Getting licensed wasn't cheap; Barnett's mother drained her savings to send her daughter to a massage therapy education program. Today, programs cost around $14,000.
It was just the start for Barnett, who was ready to open her own clinic within a few years of graduating. To her, massage therapy was just an extension of the physical touch people crave in times of hardship to make them feel better.
"When someone is mourning or not feeling well, the first thing you do is touch their shoulder and tell them it's OK," Barnett said. "You're giving them something emotionally and physically, and to work with my hands and do that for someone, too? That's a win-win."
There was no one to ask for advice on just how to open a business, "so I had to scratch my head and do research and ask questions," Barnett said.
She opened Lillie Ann's Massage Therapy and Skincare Center in 2002 in the South Loop, but felt drawn still to the western side of the city she had long called home.
Five years later, Lillie Ann's moved to its current location, 1260 W. Washington Blvd. This month, she celebrates 15 years as a small business owner with promotions for clients and, in September, two days of free massages as a thank you to the neighborhood that has supported her for over a decade.
And all the while, she's watched the West Loop's radical transformation.
"This used to be Skid Row, and there was nothing," she said. "You would drive down Madison and you would lock your doors. Now you have Google here and all the high-rises. It's crazy."
It's also isolating at times. Rockwell Gardens was demolished by 2006, and now that most of her family has left Chicago, her sense of home is limited to playgrounds she once visited and the land where Rockwell Gardens once stood.
"Those memories will always be there, but it does feel like a part of you is gone," Barnett said. "I came back here to where I was born, and now that I'm here, am I the only one?"
Earlier this summer, she lost another anchor to her childhood home when her mother died.

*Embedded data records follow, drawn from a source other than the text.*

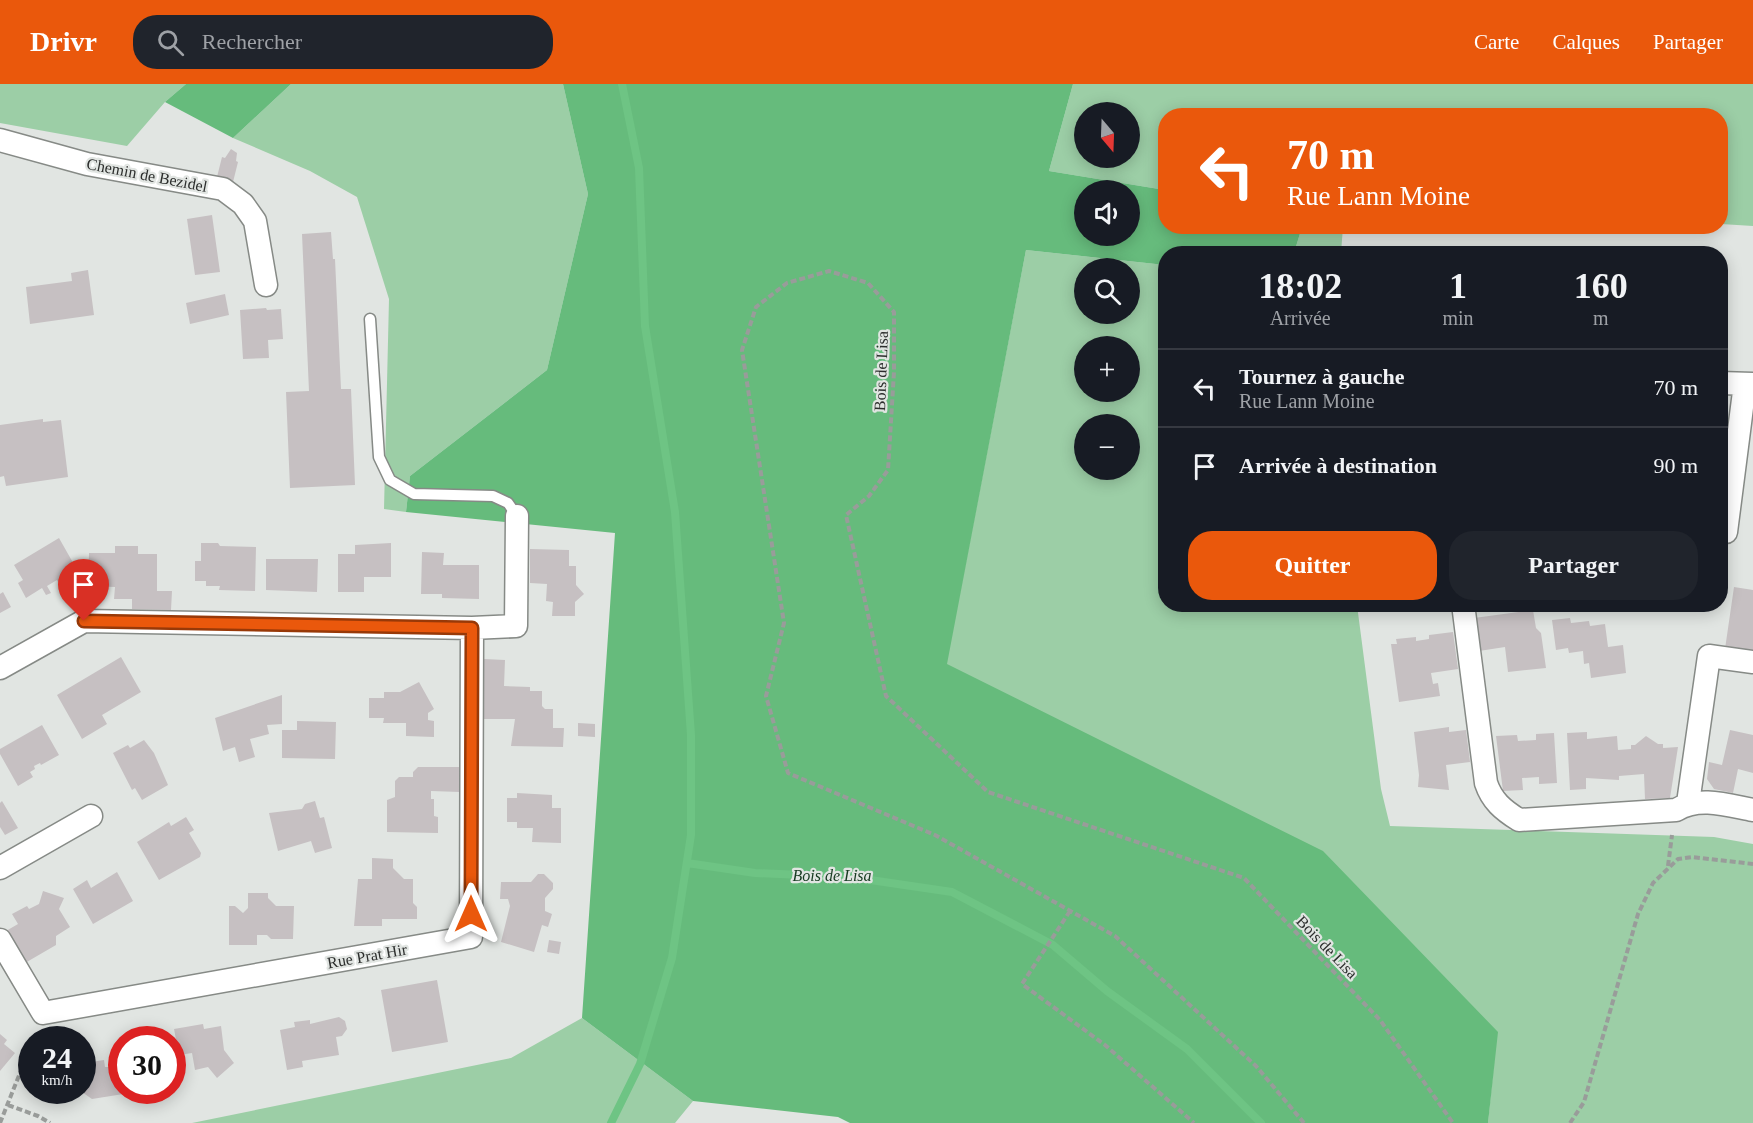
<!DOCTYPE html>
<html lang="fr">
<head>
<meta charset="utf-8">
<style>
	body { margin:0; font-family:Georgia,serif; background:#20242c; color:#f1f3f6; height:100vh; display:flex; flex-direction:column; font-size:22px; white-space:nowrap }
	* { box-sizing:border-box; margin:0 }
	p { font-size:20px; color:#9ea1a6 }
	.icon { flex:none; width:33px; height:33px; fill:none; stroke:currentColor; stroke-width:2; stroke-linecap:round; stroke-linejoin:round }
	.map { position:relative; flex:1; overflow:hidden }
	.sheet { position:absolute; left:1158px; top:162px; width:570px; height:366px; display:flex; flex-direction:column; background:#171b24; border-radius:24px; box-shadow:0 3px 15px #0003 }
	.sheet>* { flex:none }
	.banner { position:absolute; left:1158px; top:24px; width:570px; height:126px; border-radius:24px; box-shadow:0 3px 15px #0003; background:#ea580c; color:#fff; overflow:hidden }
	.needle { width:39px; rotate:161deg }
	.tools { position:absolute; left:1074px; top:18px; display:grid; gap:12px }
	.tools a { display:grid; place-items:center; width:66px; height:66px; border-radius:50%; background:#171b24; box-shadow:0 3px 15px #0003; font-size:30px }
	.speed { position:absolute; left:18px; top:942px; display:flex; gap:12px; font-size:30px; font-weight:700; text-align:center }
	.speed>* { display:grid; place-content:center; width:78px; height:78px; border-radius:50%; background:#171b24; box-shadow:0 3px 15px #0003; line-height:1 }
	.speed small { font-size:15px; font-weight:400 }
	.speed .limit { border:9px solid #d22; background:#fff; color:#111 }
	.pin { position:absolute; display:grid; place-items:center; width:51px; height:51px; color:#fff; margin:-62px -26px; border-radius:50% 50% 50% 0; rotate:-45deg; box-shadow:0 0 6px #0007 }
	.pin .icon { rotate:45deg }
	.me { position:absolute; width:66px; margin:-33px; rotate:0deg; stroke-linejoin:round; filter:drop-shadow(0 0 4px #0008) }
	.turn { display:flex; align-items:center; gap:21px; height:126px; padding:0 30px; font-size:27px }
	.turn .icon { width:78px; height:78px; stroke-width:2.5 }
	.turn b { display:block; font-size:42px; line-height:51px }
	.eta { display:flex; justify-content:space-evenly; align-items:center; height:102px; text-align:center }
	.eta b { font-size:36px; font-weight:700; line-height:42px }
	.primary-button { display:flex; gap:12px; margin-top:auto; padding:12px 30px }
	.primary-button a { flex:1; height:69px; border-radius:24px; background:#ea580c; color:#fff; font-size:24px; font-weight:700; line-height:69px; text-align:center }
	.primary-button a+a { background:#20242c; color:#f1f3f6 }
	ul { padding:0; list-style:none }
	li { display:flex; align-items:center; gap:18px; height:78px; padding:0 30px; border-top:2px solid #363941 }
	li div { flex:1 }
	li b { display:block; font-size:22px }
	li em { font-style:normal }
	header { display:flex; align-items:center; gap:36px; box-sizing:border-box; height:84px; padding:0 30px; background:#ea580c; color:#fff }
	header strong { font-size:28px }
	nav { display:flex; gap:33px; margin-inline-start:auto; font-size:21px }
	.search { width:420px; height:54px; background:#20242c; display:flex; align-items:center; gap:15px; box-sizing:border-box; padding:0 21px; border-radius:24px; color:#9ea1a6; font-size:22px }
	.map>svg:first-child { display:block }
</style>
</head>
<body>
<header>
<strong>Drivr</strong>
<div class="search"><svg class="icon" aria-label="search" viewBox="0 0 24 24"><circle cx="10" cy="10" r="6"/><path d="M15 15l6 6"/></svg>Rechercher</div>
<nav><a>Carte</a><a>Calques</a><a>Partager</a></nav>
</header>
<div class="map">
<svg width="1753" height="1039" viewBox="0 0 1753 1039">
	<rect width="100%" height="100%" fill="#e1e5e2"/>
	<path fill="#9ccea6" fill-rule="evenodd" d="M0,0H186L165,18L127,62L0,39Z
		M291,0H563L588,110L547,286L410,392L406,428L384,425L389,215L357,113L310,87L233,54Z
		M1073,0H1753V142L1721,140L1720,32H1166L1165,106L1049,87ZM1084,28H1130V74H1084Z
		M1302,143H1343L1341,169H1294Z
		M1026,166L1165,181L1166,520L1357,521L1381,705L1390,742L1714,753L1753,760V1039H1488L1497,948L946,581ZM1084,184H1130V230H1084ZM1084,262H1130V308H1084ZM1084,340H1130V386H1084Z
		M582,934L693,1017L675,1039H192L511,974Z"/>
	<path fill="#66bb7c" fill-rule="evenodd" d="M186,0H291L233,54L165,18Z
		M563,0H1073L1049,87L1165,106L1166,142L1302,143L1294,169L1166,170L1165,181L1026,166L947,580L1323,767L1498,948L1488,1039H850L838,1033L693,1017L582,934L615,449L406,428L410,392L547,286L588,110ZM1084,106H1130V152H1084Z"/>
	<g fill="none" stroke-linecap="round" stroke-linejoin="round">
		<path stroke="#6ec484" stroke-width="8" d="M687,779L755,789L850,793L952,808L1053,861L1107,907L1187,965L1261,1039
			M611,1039L640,980L672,874L691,751V651L675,428L645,242L639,84L622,0"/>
	</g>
	<path fill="#c6c0c2" d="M231,65L237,69L236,77L238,78L233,98L217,93L222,73L225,74Z
		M212,131L220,188L195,191L187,135Z
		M331,148L333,175H335L341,305H351L355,401L290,404L286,308L309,307L302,150Z
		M88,186L94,231L30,240L26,203L72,197L71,189Z
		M225,210L229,231L190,240L186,219Z
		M266,224L267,226L281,225L283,255L268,256L269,274L243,275L240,226Z
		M1720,241L1728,242L1726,276L1720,275Z
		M43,335V338L61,336L68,393L6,402L4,392L0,393V341Z
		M59,454L76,484L65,491L69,498L61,503L57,496L47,502L51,509L46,511L42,504L26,514L18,499L23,496L14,481Z
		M201,459H218L220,462L256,463L255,507L219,506L220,502H206V497H195V477H201Z
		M391,459V493H364V508H338V470H355V461Z
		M115,462H138V470H157V507H172L171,526L132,525V515H114L115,503L88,502L89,469H115Z
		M530,465L569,466V482H576V501L584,510L575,518V532H552L553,518L546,517L547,500L530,499Z
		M422,468L444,469L443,481H479V515L442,514V510H421Z
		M266,475H318L317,508L266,506Z
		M1734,503L1753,506V569L1725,565Z
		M3,508L11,523L0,529V510Z
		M1533,526L1536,544L1541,549L1546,584L1508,588L1505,563L1479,567L1474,534Z
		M1570,534L1571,539L1589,537L1590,542L1605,540L1608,563L1623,561L1626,589L1591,594L1589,579L1584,580L1583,567L1569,569L1568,564L1556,566L1552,536Z
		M1453,548L1458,585L1431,589L1433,600L1438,599L1440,612L1399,618L1391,560H1397L1396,555L1416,553V557L1429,555V551Z
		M121,573L141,608L102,631L107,640L82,655L57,611Z
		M484,575L505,576L504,602L530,603V607H542V622L545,625H553V644H564L563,663L511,662L515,635H484Z
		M419,598L434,625L428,629V636L434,637V653L406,652V639H383L384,634H369V614H384V608H400Z
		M282,611V640L267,641L269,650L250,655L255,673L239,678L235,663L223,667L215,634Z
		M297,637L336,638L335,675L282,674V646H297Z
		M578,639L595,640V653L578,652Z
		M42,641L59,671L41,681L40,679L34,682L35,685L30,688L33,693L18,702L0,670V665Z
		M1449,643V648L1466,646L1470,678L1446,681L1449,706L1418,703L1419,691L1414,648Z
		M1730,646L1753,651V689L1738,685L1733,709L1714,705L1707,695L1709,678L1722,681Z
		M1587,648V655L1617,652L1618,666L1631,665V661H1635L1646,652L1658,660H1663V664L1678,663L1670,714L1645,715L1644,690L1619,692V696L1586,694V705L1570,706L1567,649Z
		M1554,649L1557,699L1539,700V693L1522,694L1523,706L1503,707L1496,652L1517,651L1518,657L1536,656V650Z
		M144,656L154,669L168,701L142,716L135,704L132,706L113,669L128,661L130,664Z
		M418,683H460V708L431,707V715H434V732L438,733V749L387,748V716L395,713V697L399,693H413V688Z
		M517,709L552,711V724H561V759L532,758L533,744H517V738H507V714H517Z
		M2,717L18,744L5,751L0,743V719Z
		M315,717L320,734L324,733L332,764L315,769L311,757L278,767L269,729L302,725L305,720Z
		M186,733L194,746L189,749L201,769L200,773L159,796L137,758L169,738L171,742Z
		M372,774L393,775V784L404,795H413V819L417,823V835H382V842H354L358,795H372Z
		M117,788L133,817L93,840L73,805L87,796L91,804Z
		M538,790H544L553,799V805L545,814V827L552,830L548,843L542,841L534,868L501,858L510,822L508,815H500L501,798H531Z
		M43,807L64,814L59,825L70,843L56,852V861L25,879L6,847L18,840L12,830L27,822L29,825L39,820Z
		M248,809H268V814L276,822H294L293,855H271L267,851H257V861H229V822H235L243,829L248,824Z
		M549,856L561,858L559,870L547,868Z
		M437,896L448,958L392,968L381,906Z
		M339,933L345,937L347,945L342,952L336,953L339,971L302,977L303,983L287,986L280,946L295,943L294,938L310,936V940Z
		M203,940L204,945L221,942L224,966L234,979L217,994L208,983L195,986L192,969L179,971L174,945Z
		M0,950L7,956L4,960L15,969L0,987Z
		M120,968L122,1006L136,1008L92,1015L79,1006H82V983H86L85,979L104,976L105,983H110Z"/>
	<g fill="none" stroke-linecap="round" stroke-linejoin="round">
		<defs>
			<path id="lane" d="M370,235L379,373L390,396L414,410L493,412L508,419L517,432"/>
			<path id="street" d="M0,56L87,80L223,105L243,120L255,137L266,201
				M1720,299L1753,300
				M1720,448H1726L1745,300
				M1463,520L1486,699C1492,717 1503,726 1519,736L1676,726C1699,712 1727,721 1753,726
				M0,584L84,537L472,544L516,542L517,432
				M1688,719L1709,572L1753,578
				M0,784L91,732
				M0,856L43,929L471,853L472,544"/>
		</defs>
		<use href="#lane" stroke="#868a86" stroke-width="13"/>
		<use href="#street" stroke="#868a86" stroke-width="25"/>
		<path stroke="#999c9a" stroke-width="4" stroke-dasharray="6 3" stroke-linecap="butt" d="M1668,782L1672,751
			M1070,827L1022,900L1105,961L1194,1039
			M8,1021L38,1032L50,1039
			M0,1039L32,959
			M1304,1039L1256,982L1115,852L935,751L788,689L766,612L784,539L742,266L756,223L787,199L829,187L868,199L894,228V288L888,386L869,412L846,431L886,612L988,708L1244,794L1380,936L1453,1039
			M1570,1039L1584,1018L1638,830L1653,799L1678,775L1692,773L1753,780"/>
		<use href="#lane" stroke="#fff" stroke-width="10"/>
		<use href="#street" stroke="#fff" stroke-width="22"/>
	</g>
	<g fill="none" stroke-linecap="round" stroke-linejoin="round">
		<defs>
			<path id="route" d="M84,537L472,544L471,830"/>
		</defs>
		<use href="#route" stroke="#983908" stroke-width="15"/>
		<use href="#route" stroke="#ea580c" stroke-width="10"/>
	</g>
	<g text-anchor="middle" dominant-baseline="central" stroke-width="4.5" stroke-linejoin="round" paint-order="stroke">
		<g font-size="16" fill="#2c2e2d" stroke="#e1e5e2">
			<text transform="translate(147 91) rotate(11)">Chemin de Bezidel</text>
			<text transform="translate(881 287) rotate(-88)">Bois de Lisa</text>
			<text transform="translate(1327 863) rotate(46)">Bois de Lisa</text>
			<text transform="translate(367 872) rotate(-10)">Rue Prat Hir</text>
		</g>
		<g font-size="16" font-style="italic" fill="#163a20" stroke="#e1e5e2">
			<text x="832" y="791">Bois de Lisa</text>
		</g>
	</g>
</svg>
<div class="tools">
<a><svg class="needle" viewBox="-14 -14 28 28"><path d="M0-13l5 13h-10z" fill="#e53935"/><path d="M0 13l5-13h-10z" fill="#9ea1a6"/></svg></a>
<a><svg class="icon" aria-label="sound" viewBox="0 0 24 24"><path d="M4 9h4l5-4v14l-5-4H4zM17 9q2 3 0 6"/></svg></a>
<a><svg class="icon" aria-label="search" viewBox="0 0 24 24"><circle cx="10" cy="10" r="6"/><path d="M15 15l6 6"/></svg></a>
<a>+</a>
<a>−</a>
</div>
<div class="speed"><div>24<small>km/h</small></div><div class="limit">30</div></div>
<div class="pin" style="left:84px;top:537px;background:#d93025"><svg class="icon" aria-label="arrive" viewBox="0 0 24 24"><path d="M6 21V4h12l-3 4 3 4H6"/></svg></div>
<svg class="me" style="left:471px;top:830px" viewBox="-20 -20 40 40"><path d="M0-17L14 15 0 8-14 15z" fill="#ea580c" stroke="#fff" stroke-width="4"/></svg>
<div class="banner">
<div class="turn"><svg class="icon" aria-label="left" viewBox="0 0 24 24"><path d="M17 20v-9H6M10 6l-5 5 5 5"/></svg><div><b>70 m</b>Rue Lann Moine</div></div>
</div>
<section class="sheet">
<div class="eta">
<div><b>18:02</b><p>Arrivée</p></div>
<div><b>1</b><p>min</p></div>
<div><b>160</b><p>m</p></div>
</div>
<ul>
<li><svg class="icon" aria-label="left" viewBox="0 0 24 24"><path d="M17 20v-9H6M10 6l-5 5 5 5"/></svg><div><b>Tournez à gauche</b><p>Rue Lann Moine</p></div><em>70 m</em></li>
<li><svg class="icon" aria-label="arrive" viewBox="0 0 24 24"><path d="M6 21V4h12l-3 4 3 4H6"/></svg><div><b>Arrivée à destination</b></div><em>90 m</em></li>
</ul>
<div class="primary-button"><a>Quitter</a><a>Partager</a></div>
</section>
</div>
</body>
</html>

It's hard for Barnett to talk about the woman that put everything on the line to see her daughter's dreams come to fruition.
For a moment, Barnett is overcome by grief, but finds her words.
"I always wanted her to be proud of me and to be able to say someone in the family did something, you know?" Barnett said. "I always wanted to work hard for her."
She's got a different family to worry about now; her clients and the six people she employs. She knows her mother was proud, but she's also proud of herself, for making it possible to give other women a safe and stable workplace.
"Every day, I'm still learning," Barnett said. "There is always going to be a struggle, or things I don't enjoy doing like the paperwork. But those things have to be done. Failure, it's not an option."